Au moins cet imbécile serait-il facile à contourner…
Ayant pris une décision, Turük se leva et fit signe à Shaarlot de le suivre. Elle le laissa reprendre le contrôle des opérations sans protester. Tant qu’il était question de voyage et de survie : elle savait, elle dirigeait. En territoire hostile, il était le plus expérimenté des deux.
Alors qu’il se déplaçait au milieu des arbres en direction de la falaise, esquivant les sentinelles, le message de Daë’Umtsë tournait en boucle dans sa tête, réveillant son angoisse.
« Le protocole d’auto-preservation est lancé. Le compte à rebours se finit au départ de la Horde. »

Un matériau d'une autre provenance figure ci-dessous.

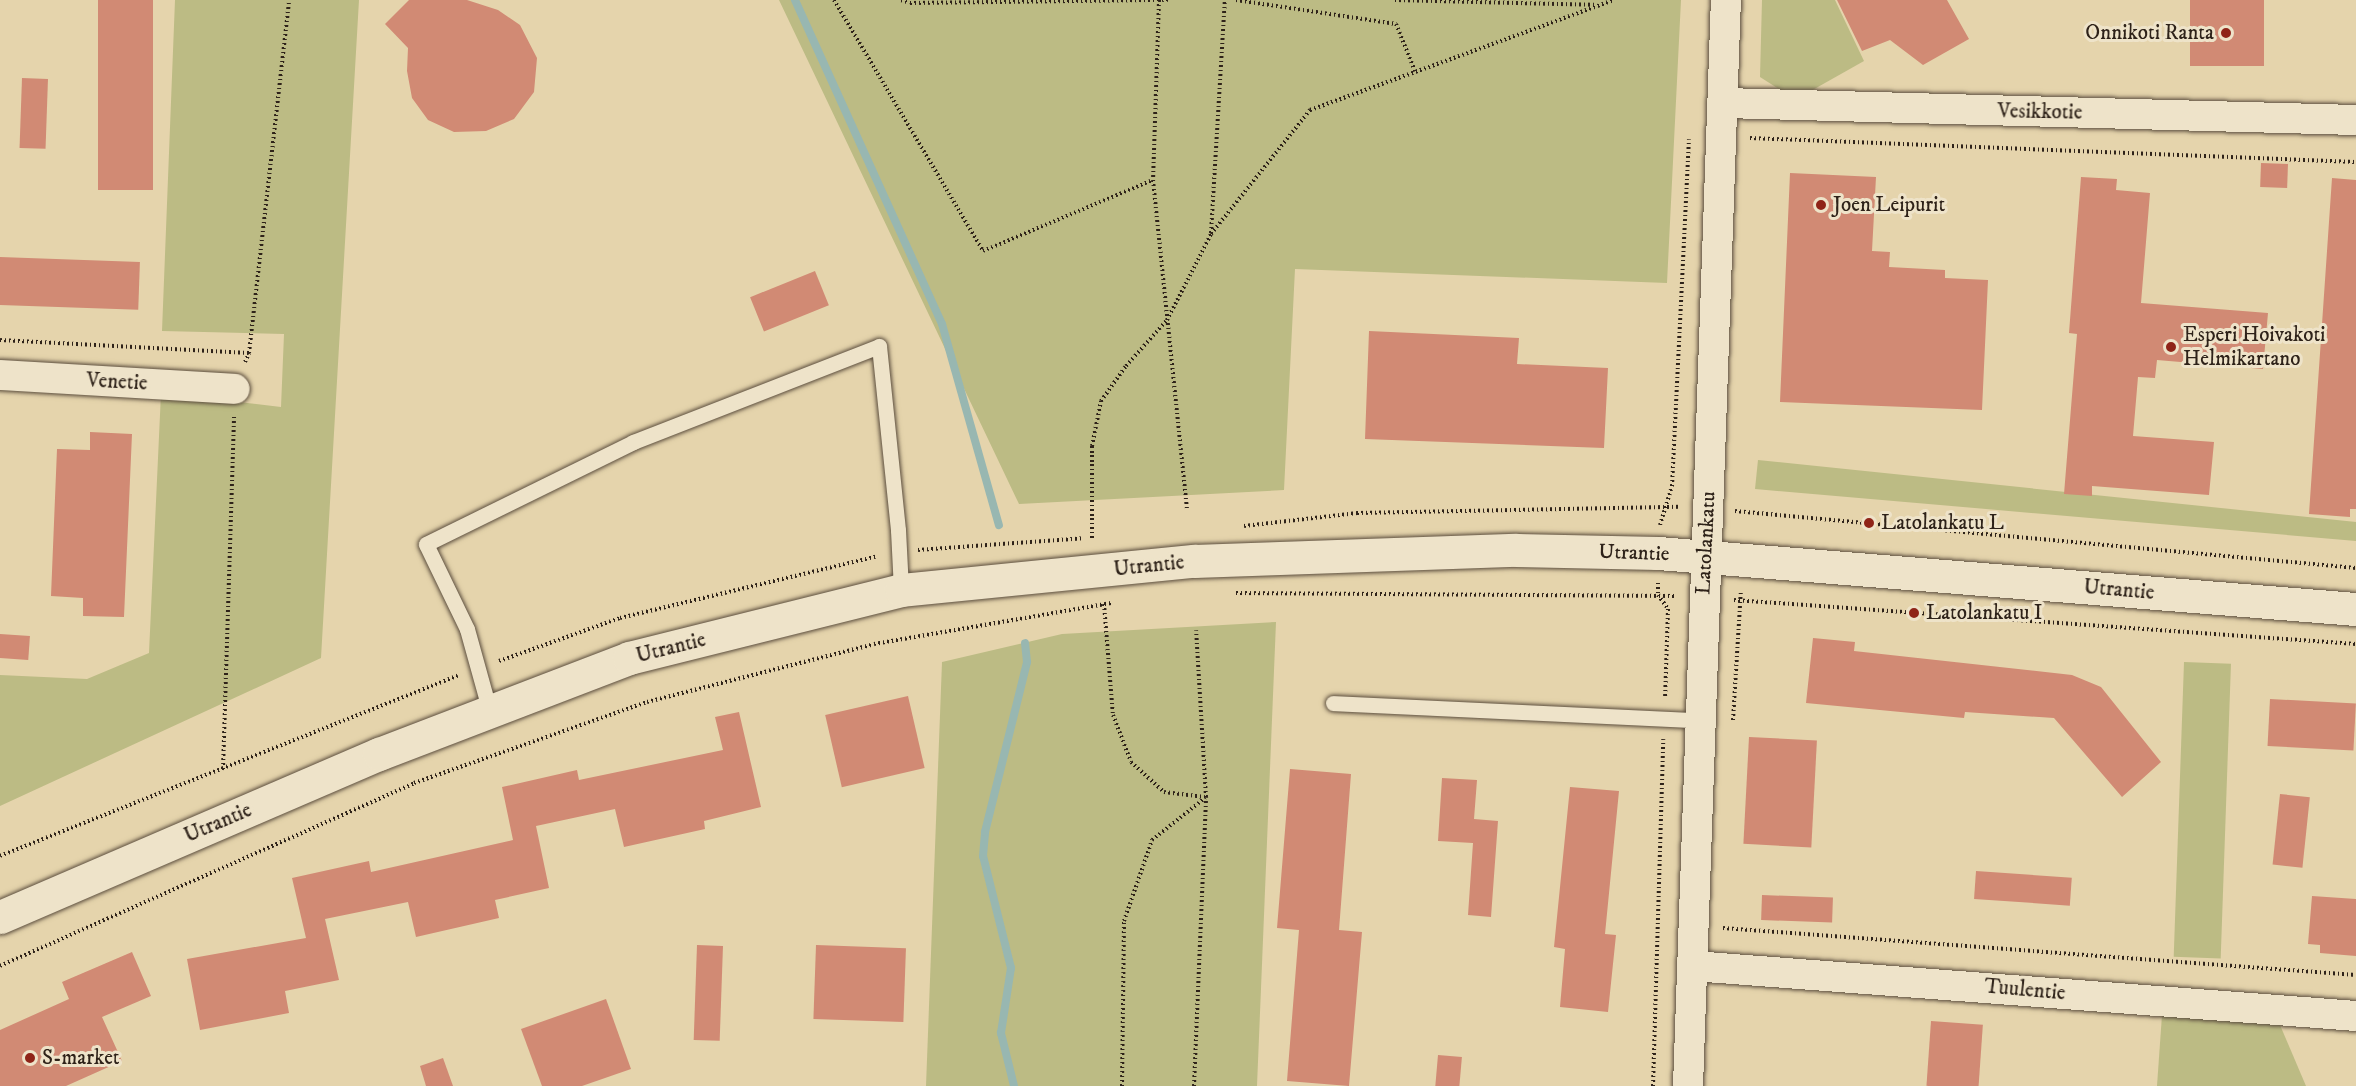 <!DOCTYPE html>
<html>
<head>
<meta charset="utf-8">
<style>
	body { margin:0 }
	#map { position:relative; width:2356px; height:1086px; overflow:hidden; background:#e5d4ac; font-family:"IM FELL DW Pica",serif }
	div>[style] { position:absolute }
	.green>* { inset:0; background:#bcbb84; transform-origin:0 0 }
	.stream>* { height:8px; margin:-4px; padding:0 4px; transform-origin:4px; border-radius:4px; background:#98b7b1 }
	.building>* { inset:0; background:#d18a74; transform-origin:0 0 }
	.path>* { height:4px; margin-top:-2px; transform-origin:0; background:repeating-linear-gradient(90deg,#2e2219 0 1.5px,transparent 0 4.5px) }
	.roads { filter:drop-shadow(0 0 2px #5c4e3e) drop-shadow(0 0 2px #5c4e3e) }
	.lane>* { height:15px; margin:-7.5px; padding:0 7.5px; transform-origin:7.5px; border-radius:7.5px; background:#eee3c9 }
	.street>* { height:30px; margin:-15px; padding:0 15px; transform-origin:15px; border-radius:15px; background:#eee3c9 }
	.secondary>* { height:33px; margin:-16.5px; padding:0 16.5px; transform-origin:16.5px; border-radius:16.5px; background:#eee3c9 }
	.dots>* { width:16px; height:16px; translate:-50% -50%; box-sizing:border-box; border:3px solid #eee3c9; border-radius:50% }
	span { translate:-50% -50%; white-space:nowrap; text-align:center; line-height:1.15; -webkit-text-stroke:6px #eee3c9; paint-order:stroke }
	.poi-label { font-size:21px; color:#2e2219 }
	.right { translate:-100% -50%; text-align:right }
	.left { translate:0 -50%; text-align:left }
	.street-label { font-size:21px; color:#2e2219 }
</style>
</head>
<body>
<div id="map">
	<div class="green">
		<i style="clip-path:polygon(175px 0,359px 0,321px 658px,0 806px,0 675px,87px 679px,149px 653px,161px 393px,281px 407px,284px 334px,162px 331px)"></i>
		<i style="clip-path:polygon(779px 0,1681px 0,1667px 283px,1295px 269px,1284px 490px,1019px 504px)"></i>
		<i style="clip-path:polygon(1762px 0,1835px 0,1864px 61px,1809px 92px,1788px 95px,1760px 77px)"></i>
		<i style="clip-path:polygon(1758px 460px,2356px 522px,2356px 541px,1755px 489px)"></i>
		<i style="clip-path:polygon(1276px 622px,1257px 1086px,926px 1086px,942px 662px,1062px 634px)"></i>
		<i style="left:2184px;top:662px;width:47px;height:295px;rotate:2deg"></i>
		<i style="clip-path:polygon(2162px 1015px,2280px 1025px,2306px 1086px,2157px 1086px)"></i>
	</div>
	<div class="stream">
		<i style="left:795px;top:0;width:356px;rotate:65.6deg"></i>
		<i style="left:942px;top:324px;width:209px;rotate:74.2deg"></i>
		<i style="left:1014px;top:1086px;width:55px;rotate:-103.8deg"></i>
		<i style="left:1001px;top:1033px;width:66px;rotate:-81.3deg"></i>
		<i style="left:1011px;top:968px;width:115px;rotate:-104deg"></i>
		<i style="left:983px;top:856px;width:24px;rotate:-85deg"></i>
		<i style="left:985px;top:832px;width:175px;rotate:-76.1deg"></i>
		<i style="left:1027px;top:662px;width:19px;rotate:-96deg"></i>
	</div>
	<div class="building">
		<i style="left:98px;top:0;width:55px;height:190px"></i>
		<i style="clip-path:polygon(409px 0,467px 0,498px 10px,520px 25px,537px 58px,534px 92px,514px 119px,486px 131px,454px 132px,428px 120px,412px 98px,407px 71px,408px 48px,385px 24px)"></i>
		<i style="clip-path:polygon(1837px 0,1947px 0,1969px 39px,1923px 65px,1890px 40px,1862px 51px)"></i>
		<i style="left:2190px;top:0;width:74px;height:66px"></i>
		<i style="left:22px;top:78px;width:26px;height:70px;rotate:2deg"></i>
		<i style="left:2261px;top:163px;width:27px;height:24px;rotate:2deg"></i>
		<i style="clip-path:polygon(1790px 173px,1876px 177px,1872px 251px,1890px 252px,1889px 267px,1945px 270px,1945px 278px,1988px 280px,1982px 410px,1780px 402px)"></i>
		<i style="clip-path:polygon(2081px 177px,2117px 179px,2116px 190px,2150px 193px,2141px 303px,2268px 313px,2263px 369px,2157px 360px,2155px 378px,2138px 377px,2133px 436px,2214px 442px,2209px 495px,2092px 486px,2092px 496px,2064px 494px,2077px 334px,2069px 333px)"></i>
		<i style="clip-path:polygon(2332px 178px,2356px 180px,2356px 509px,2350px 509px,2350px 517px,2309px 514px)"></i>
		<i style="left:0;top:257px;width:140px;height:48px;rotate:2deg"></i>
		<i style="left:815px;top:271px;width:37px;height:70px;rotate:68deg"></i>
		<i style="clip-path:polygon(1369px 331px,1519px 338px,1517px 364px,1608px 368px,1604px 448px,1365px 439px)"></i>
		<i style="clip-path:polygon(90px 432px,132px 434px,124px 617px,83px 616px,83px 598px,51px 596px,57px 449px,90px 450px)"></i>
		<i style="left:0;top:634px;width:30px;height:24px;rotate:4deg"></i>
		<i style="clip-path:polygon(1813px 638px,1855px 642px,1854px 651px,2072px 675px,2101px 687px,2161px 762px,2122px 797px,2054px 718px,1965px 712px,1964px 718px,1806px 703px)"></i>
		<i style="left:908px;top:696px;width:74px;height:85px;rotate:77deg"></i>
		<i style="left:2270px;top:699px;width:86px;height:47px;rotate:3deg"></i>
		<i style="clip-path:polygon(739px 712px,761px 807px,704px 821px,705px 829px,624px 847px,615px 809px,536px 826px,549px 888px,495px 900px,499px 918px,416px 937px,408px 902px,325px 919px,339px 980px,285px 991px,289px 1013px,200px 1030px,187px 959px,306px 938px,292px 878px,369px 861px,371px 872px,513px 840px,502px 787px,577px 770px,579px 780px,723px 750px,715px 717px)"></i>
		<i style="left:1749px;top:737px;width:68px;height:107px;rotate:3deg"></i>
		<i style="clip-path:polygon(1290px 769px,1351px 774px,1339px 930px,1362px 932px,1349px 1086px,1287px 1081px,1299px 930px,1277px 928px)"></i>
		<i style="clip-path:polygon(1442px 778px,1477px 780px,1474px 819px,1498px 821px,1491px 917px,1468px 915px,1473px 843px,1438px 841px)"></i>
		<i style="clip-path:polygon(1570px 787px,1619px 791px,1605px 934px,1616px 935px,1608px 1012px,1560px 1007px,1565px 949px,1554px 947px)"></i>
		<i style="left:2280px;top:794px;width:30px;height:71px;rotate:6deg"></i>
		<i style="left:1976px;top:871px;width:96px;height:28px;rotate:4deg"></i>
		<i style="left:1762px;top:895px;width:71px;height:25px;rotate:2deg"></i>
		<i style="clip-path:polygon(2312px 896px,2356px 899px,2356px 956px,2320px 953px,2320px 945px,2308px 944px)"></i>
		<i style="left:697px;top:945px;width:26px;height:95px;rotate:2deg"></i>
		<i style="left:816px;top:945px;width:90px;height:74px;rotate:2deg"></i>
		<i style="clip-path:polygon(132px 952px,151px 996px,102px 1017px,122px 1061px,66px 1086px,0 1086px,0 1030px,69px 999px,62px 982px)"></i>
		<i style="clip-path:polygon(606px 999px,631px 1069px,582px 1086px,542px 1086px,521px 1029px)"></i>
		<i style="left:1931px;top:1021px;width:52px;height:65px;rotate:4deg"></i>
		<i style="left:1438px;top:1055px;width:24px;height:31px;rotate:5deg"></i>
		<i style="clip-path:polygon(443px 1058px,453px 1086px,426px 1086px,420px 1066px)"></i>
	</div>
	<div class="path">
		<i style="left:834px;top:0;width:292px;rotate:59.3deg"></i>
		<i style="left:983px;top:251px;width:184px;rotate:-22.7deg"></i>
		<i style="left:901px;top:0;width:9px;rotate:18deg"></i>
		<i style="left:910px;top:3px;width:258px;rotate:-0.7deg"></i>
		<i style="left:1159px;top:0;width:180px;rotate:91.9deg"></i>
		<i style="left:1153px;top:180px;width:331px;rotate:84.1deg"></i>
		<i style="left:1236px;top:0;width:162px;rotate:8.5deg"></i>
		<i style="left:1396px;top:24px;width:51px;rotate:68deg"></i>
		<i style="left:1395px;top:0;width:199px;rotate:1.4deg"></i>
		<i style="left:1750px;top:138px;width:606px;rotate:2.27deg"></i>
		<i style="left:1211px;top:233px;width:233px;rotate:-86.6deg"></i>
		<i style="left:0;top:340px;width:249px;rotate:3deg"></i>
		<i style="left:245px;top:362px;width:10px;rotate:-66deg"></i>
		<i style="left:249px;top:353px;width:355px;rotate:-83.5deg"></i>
		<i style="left:1735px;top:511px;width:624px;rotate:5.24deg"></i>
		<i style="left:1660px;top:525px;width:41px;rotate:-72.9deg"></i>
		<i style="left:1672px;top:486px;width:347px;rotate:-87.2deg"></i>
		<i style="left:1244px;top:526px;width:114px;rotate:-6.6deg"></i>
		<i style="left:1357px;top:513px;width:323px;rotate:-1.1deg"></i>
		<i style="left:1092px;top:538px;width:92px;rotate:-90deg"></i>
		<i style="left:1092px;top:446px;width:46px;rotate:-78.7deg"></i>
		<i style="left:1101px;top:401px;width:43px;rotate:-54.5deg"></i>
		<i style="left:1126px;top:366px;width:62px;rotate:-48.3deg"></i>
		<i style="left:1167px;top:320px;width:97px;rotate:-62.9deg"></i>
		<i style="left:1211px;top:234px;width:159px;rotate:-51.4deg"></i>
		<i style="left:1310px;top:110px;width:323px;rotate:-19.9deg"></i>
		<i style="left:918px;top:550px;width:166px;rotate:-4.1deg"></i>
		<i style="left:1658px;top:583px;width:12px;rotate:90deg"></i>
		<i style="left:1658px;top:595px;width:17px;rotate:54deg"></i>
		<i style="left:1668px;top:609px;width:89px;rotate:91.9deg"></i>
		<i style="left:1236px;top:593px;width:440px;rotate:0.4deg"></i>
		<i style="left:1734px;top:600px;width:624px;rotate:4.05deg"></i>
		<i style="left:1104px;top:604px;width:111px;rotate:85.4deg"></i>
		<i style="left:1113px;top:715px;width:50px;rotate:69deg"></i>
		<i style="left:1131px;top:762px;width:45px;rotate:42.3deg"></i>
		<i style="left:1164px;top:792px;width:41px;rotate:7deg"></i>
		<i style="left:499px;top:661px;width:128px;rotate:-19.6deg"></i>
		<i style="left:620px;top:618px;width:265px;rotate:-13.5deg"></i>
		<i style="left:1733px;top:720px;width:130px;rotate:-86.5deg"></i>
		<i style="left:223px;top:769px;width:353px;rotate:-88.2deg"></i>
		<i style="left:0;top:856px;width:492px;rotate:-21.5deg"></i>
		<i style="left:1723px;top:928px;width:635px;rotate:4.25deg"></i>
		<i style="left:0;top:966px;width:453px;rotate:-23.8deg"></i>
		<i style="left:414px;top:783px;width:247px;rotate:-19.2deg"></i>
		<i style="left:647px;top:702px;width:234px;rotate:-14.3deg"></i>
		<i style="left:874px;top:644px;width:242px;rotate:-9.8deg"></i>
		<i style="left:1122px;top:1086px;width:165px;rotate:-89.3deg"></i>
		<i style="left:1124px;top:921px;width:86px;rotate:-70.9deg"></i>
		<i style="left:1152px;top:840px;width:68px;rotate:-38.4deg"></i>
		<i style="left:1194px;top:1086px;width:289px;rotate:-87.6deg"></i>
		<i style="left:1206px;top:797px;width:167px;rotate:-93.4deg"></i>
		<i style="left:1653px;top:1086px;width:347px;rotate:-88.3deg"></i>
	</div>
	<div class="roads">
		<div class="lane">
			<i style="left:1333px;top:703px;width:367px;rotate:2.7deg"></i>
			<i style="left:490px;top:712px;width:86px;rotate:-105.5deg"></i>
			<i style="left:467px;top:629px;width:94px;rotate:-115.8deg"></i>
			<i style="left:426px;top:544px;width:231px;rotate:-26.2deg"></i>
			<i style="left:633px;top:442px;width:264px;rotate:-21.3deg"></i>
			<i style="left:879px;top:346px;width:185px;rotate:84.1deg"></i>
			<i style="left:898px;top:530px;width:60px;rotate:87.1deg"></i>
		</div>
		<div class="street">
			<i style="left:1724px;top:103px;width:632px;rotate:1.54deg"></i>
			<i style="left:0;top:375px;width:235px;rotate:3.4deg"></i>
			<i style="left:1693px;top:966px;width:665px;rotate:4.31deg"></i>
			<i style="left:1688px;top:1086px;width:1087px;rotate:-88deg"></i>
		</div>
		<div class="secondary">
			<i style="left:0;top:917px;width:413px;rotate:-23.3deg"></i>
			<i style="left:379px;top:754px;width:268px;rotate:-21deg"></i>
			<i style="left:629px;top:658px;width:280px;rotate:-14deg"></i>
			<i style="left:901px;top:590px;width:294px;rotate:-5.7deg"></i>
			<i style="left:1194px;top:561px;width:322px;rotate:-2deg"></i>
			<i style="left:1516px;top:550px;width:142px;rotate:1.2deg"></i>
			<i style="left:1658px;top:553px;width:700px;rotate:4.59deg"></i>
		</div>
	</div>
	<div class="dots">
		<i style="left:2226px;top:33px;background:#8f2418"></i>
		<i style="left:1821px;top:205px;background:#8f2418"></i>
		<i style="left:2171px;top:347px;background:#8f2418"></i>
		<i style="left:1869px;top:523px;background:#8f2418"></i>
		<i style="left:1914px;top:613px;background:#8f2418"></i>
		<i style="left:30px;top:1058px;background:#8f2418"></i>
	</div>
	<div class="poi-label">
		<span class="right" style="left:2214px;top:33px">Onnikoti Ranta</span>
		<span class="left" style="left:1833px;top:205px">Joen Leipurit</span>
		<span class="left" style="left:2183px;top:347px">Esperi Hoivakoti<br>Helmikartano</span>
		<span class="left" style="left:1881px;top:523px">Latolankatu L</span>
		<span class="left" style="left:1926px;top:613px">Latolankatu I</span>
		<span class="left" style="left:42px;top:1058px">S-market</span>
	</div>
	<div class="street-label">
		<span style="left:2040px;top:112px;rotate:1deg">Vesikkotie</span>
		<span style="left:117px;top:382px;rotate:3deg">Venetie</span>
		<span style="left:1706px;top:543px;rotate:-87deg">Latolankatu</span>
		<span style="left:1634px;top:553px;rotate:2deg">Utrantie</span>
		<span style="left:1149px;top:566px;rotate:-6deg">Utrantie</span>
		<span style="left:2119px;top:590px;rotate:5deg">Utrantie</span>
		<span style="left:671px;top:648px;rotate:-14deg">Utrantie</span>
		<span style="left:218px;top:823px;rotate:-23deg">Utrantie</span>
		<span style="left:2025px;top:990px;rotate:5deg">Tuulentie</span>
	</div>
</div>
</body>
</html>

Il comprenait mieux la présence armée autour du vaisseau qu’ils avaient trouvé quelques jours plus tôt… Même si ça n’expliquait toujours pas qu’ils l’aient attaqué à vue, lui.
Il récita le kalahek matuk pour faire disparaître ces pensées et retrouver son calme, mais cette mesure n’était que de courte durée. L’angoisse revenait toujours le hanter…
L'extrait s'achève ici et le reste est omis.